Artigo Revisado por pares

Last performance with VIAGRA®: post-mortem identification of sildenafil and its metabolites in biological specimens including hair sample

2002; Elsevier BV; Volume: 126; Issue: 1 Linguagem: Inglês

10.1016/s0379-0738(02)00012-9

ISSN

1872-6283

Autores

Véronique Dumestre-Toulet, Vincent Cirimele, Sophie Gromb, T. Belooussoff, D. Lavault, Bertrand Ludes, Pascal Kintz,

Tópico(s)

Hormonal and reproductive studies

Resumo

A 43-year-old man was found dead in a hotel room during a sexual relation with a colleague. He was treated both for cardiovascular disease and for erectile dysfunction with VIAGRA®. A pillbox was found in the room with several tablets of verapamil (Isoptine®), trimetazidine (Vastarel®), yohimbine and bromazepam (Lexomil®). A box of VIAGRA® 25 mg was found in his raincoat and two tablets were missing. His wife declared during the investigation that he was also treated by trinitrine. Autopsy revealed severe coronary artery sclerosis as well as signs of previous myocardial infarctions. Blood, urine, bile, gastric content and hair and representative tissues for histology were collected for toxicological analysis. Sildenafil and yohimbine were screened with liquid chromatography/mass spectrometry (LC/MS) and trinitrine with headspace injection (HS)/GC/MS. Verapamil and trimetazidine were identified and quantified with LC/diode array detection (DAD). Sildenafil was identified in blood, urine, bile and gastric content at 105, 246, 1206 and 754 ng/ml, respectively.

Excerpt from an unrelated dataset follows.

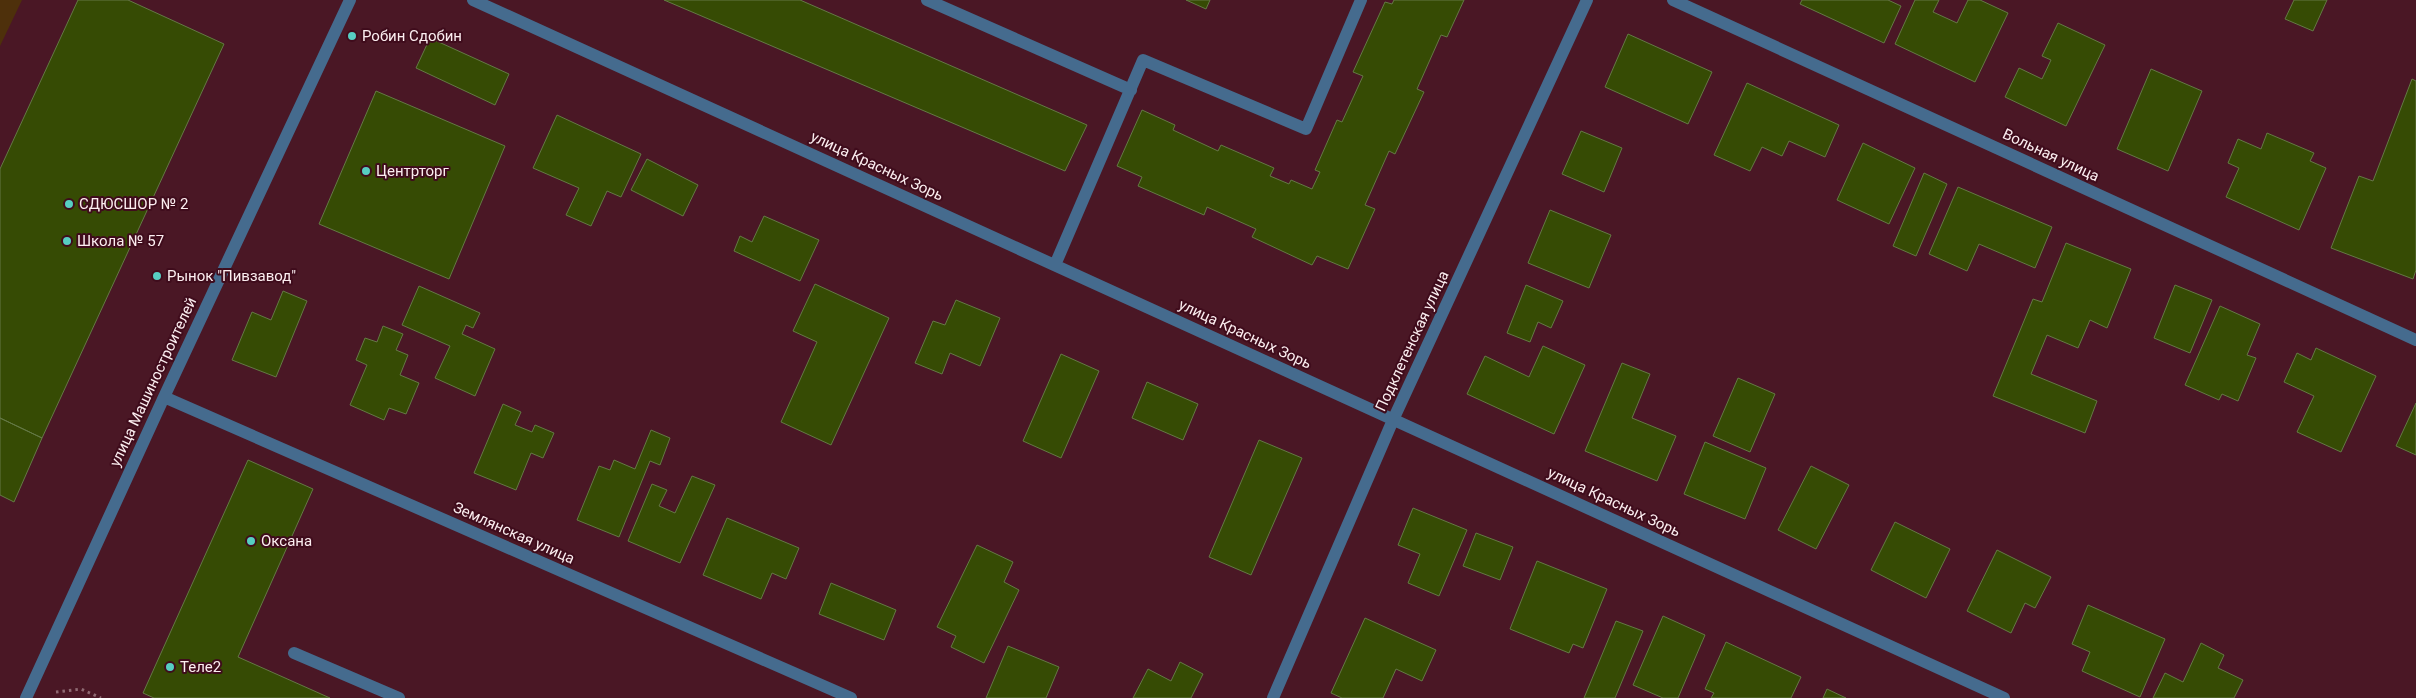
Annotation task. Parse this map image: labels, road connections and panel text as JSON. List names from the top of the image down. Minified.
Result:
{"streets":{"street":["Вольная улица","улица Красных Зорь","Подклетенская улица","улица Машиностроителей","Землянская улица"]},"crossings":[["улица Красных Зорь","Подклетенская улица"],["улица Машиностроителей","Землянская улица"]],"places":["Робин Сдобин","Центрторг","СДЮСШОР № 2","Школа № 57","Рынок \"Пивзавод\"","Оксана","Теле2"]}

Hair concentration was 177 pg/mg. The desmethyl metabolite was quantified in urine at 143 ng/ml. Blood concentrations of verapamil and trimetazidine were measured at 659 and 2133 ng/ml, respectively and were above therapeutic ranges. Trinitrine and yohimbine were not identified. These results confirm the absorption of sildenafil, verapamil and trimetazidine before the death and hair analysis indicates the chronic use of sildenafil. To the author’s knowledge, this is the first report of a fatal sildenafil–verapamil association, probably by hypotension and cardiac dysrhythmia.